I feel like I have no value

I’m not one of those people who have others there for me. I’m one of those people who are there for everyone else. I’m loyal, dependable, trustworthy and empathetic to a fault. Nobody who comes into my life stays. They take what they can for as long as they can until they’ve had enough and leave. I feel like I’m a convenience store. they queue up with their trollies each one leaving with as much of what they need from me. They leave without paying only to return the next day to do it all over again. Whether it be kindness, loyalty, empathy I’ve got it and they want it. Some’s genuine need turns to greed, others don’t really want it they’re just in the business of taking. I make it too easy for them. They repeat their visits until they’ve satisfied their hunger with all of the good qualities I possess. Like King Henry the 8th They gorge on a banquet of empathy, loyalty, dependability, selflessness, trust and kindness. I continually restock my shelves their always full as is the store. People come and go some new faces some regulars until the day I never see them again. I didn’t close my shop so why did they leave? A bigger, better shop around the corner?

Round and round like a carousel. Every day the same until the day it wasn’t. The shelves began to become bare. Nobody was paying so how could I continue to restock? Despite the shelves being bare a few still came to walk around to check. This small group continued to visit the shop until the day they arrived and it was closed.
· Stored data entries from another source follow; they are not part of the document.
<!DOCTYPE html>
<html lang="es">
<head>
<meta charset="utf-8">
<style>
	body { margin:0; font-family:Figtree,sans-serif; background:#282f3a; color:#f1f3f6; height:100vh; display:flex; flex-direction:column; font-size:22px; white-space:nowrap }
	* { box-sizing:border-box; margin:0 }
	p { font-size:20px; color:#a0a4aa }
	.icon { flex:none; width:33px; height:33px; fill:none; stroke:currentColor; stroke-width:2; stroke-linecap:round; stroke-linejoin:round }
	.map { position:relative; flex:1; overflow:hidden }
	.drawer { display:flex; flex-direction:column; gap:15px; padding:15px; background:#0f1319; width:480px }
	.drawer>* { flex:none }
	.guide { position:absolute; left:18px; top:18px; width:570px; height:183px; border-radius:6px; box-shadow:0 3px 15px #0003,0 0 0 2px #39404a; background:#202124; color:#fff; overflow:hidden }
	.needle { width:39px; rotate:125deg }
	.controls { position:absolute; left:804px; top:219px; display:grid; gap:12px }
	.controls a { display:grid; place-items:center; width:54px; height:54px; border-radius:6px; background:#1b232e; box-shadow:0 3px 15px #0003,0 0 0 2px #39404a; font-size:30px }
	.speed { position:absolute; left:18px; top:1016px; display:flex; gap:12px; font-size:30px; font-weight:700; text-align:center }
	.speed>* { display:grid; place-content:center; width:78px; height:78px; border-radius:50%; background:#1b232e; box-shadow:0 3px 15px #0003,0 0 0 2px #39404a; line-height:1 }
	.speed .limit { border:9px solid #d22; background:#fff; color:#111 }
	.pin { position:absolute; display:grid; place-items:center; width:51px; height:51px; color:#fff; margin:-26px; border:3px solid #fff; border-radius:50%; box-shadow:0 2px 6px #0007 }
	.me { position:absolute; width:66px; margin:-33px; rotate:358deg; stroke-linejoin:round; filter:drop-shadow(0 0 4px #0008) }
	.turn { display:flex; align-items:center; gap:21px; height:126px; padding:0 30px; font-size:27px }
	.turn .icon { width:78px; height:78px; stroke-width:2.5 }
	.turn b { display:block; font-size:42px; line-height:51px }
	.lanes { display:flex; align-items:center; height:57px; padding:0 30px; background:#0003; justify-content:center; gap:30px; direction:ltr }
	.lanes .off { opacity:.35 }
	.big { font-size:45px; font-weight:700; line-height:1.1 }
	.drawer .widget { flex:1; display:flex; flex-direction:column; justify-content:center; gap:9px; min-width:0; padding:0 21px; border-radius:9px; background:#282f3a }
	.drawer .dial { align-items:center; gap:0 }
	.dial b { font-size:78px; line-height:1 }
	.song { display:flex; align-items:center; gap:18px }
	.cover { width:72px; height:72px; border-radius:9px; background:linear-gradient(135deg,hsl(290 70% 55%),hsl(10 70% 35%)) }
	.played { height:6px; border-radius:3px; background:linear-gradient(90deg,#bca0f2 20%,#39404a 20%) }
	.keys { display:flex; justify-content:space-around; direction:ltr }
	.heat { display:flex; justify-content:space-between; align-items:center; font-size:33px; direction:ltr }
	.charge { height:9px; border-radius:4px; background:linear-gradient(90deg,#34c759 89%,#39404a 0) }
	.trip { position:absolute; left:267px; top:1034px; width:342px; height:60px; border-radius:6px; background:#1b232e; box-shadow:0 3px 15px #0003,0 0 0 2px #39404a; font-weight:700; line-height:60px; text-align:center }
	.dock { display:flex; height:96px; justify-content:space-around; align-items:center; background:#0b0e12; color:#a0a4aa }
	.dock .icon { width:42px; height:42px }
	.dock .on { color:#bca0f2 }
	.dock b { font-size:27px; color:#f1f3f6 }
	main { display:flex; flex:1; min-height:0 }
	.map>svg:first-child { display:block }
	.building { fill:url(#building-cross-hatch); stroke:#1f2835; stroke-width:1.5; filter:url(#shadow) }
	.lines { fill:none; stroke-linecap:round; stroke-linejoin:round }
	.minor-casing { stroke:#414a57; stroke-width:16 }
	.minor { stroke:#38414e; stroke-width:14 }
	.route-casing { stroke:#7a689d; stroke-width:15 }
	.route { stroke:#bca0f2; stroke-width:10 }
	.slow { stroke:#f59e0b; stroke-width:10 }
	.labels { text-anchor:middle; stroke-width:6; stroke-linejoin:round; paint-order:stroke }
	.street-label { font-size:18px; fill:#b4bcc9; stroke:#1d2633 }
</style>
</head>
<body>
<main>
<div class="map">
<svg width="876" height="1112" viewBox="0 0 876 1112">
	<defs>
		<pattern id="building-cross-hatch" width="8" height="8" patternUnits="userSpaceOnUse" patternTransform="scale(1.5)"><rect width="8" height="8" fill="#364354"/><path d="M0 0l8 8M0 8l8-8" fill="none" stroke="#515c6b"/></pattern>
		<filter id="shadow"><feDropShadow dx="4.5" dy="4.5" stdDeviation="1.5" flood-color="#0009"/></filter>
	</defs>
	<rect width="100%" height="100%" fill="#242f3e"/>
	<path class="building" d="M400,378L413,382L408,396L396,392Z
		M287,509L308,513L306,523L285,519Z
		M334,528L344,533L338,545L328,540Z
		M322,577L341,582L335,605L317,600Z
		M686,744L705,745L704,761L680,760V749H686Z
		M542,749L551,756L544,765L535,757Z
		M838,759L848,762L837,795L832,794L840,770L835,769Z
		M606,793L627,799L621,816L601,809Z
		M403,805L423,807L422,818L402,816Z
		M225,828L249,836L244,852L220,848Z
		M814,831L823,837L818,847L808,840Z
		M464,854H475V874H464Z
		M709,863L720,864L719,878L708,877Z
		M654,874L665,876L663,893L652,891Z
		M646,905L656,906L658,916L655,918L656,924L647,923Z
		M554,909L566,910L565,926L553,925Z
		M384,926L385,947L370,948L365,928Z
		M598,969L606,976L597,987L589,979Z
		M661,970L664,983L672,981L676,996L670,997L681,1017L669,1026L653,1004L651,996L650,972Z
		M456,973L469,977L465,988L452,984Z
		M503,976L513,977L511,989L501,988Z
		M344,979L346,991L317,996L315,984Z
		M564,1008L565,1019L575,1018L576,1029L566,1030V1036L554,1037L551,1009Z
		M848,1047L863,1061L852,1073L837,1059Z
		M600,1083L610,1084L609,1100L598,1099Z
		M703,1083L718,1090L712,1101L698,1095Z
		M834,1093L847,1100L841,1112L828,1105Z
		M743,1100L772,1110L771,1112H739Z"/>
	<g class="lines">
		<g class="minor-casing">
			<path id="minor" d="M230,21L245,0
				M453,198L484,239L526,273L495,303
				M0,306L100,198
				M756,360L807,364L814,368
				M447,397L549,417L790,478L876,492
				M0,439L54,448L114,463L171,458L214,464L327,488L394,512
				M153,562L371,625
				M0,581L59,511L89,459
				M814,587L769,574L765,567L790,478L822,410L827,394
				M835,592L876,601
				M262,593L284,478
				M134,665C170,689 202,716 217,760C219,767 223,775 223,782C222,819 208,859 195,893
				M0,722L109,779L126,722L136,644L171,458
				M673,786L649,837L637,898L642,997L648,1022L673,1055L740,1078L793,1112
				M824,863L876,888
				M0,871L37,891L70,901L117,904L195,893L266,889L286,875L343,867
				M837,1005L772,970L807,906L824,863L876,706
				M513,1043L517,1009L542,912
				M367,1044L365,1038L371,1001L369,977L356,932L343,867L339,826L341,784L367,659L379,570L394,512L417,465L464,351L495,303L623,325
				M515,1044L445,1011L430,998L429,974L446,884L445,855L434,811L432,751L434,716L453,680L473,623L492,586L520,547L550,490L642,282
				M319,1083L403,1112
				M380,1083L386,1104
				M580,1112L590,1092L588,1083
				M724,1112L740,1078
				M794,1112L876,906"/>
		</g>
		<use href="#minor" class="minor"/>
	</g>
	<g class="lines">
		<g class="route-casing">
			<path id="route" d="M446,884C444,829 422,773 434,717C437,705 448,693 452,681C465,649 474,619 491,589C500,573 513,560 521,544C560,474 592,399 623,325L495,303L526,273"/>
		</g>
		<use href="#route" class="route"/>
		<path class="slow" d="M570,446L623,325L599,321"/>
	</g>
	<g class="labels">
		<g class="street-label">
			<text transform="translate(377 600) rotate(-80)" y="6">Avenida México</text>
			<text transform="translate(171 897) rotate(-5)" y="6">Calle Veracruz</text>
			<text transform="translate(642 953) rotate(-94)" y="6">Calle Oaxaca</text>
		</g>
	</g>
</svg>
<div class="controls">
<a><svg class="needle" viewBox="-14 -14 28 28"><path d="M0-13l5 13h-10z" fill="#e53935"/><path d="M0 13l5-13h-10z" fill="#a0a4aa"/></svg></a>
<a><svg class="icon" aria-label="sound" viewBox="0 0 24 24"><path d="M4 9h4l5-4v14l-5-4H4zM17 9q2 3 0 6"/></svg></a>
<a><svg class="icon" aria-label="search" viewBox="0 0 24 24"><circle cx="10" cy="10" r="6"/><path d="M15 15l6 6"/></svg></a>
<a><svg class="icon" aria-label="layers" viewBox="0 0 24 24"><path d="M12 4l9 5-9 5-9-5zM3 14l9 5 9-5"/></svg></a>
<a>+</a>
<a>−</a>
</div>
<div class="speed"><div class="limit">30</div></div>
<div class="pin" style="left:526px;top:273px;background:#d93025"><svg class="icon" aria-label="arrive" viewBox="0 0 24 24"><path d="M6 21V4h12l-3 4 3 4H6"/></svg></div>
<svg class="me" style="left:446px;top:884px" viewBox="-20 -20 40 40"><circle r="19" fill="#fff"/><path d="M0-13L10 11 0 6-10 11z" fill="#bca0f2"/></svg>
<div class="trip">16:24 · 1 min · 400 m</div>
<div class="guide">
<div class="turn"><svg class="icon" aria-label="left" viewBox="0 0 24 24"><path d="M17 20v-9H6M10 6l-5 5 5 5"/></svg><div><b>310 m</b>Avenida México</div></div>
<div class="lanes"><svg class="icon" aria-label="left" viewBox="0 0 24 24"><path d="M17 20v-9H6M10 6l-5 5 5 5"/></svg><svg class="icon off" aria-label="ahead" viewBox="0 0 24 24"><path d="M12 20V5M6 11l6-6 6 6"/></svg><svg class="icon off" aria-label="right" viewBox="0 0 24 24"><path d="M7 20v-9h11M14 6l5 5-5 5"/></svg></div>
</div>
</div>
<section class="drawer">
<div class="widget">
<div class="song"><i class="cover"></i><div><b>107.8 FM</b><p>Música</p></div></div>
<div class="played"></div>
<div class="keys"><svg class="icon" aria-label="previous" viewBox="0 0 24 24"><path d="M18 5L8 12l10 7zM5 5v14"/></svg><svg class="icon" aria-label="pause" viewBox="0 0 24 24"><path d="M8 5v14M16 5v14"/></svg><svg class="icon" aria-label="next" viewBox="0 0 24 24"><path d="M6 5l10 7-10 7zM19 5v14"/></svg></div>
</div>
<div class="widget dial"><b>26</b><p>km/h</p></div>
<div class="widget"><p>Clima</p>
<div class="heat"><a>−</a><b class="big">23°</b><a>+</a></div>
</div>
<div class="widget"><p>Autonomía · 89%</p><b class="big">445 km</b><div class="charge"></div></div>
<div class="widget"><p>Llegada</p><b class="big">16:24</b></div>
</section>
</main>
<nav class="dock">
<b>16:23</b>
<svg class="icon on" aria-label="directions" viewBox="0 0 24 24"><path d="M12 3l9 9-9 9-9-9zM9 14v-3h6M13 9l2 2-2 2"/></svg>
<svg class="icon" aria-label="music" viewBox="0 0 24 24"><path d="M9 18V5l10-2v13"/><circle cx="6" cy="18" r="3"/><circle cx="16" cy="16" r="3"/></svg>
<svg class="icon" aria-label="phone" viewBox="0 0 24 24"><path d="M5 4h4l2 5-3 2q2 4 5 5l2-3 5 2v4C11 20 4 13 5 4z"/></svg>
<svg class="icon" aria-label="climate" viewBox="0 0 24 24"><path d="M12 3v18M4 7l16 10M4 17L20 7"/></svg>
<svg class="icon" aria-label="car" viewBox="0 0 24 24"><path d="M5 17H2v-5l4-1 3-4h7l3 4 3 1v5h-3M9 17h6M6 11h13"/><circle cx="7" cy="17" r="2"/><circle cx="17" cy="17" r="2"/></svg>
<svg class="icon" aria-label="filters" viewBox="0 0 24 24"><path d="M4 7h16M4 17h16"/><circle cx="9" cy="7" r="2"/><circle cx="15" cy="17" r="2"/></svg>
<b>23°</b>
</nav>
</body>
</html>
Despite pouring from my empty cup. Finally, I was empty, I had no more to give. I watch them all move on with their lives as if I never existed. Sometimes I wonder if they ever think of me or remember my kindness. I doubt it. People like that don’t. They just move on to the next supply. No doubt playing the victim with tales of woe as to why I’m no longer in their life. Something about me is I don’t leave people. I’m always the one who’s left behind. People don’t abandon people they love. They abandon the people they were using.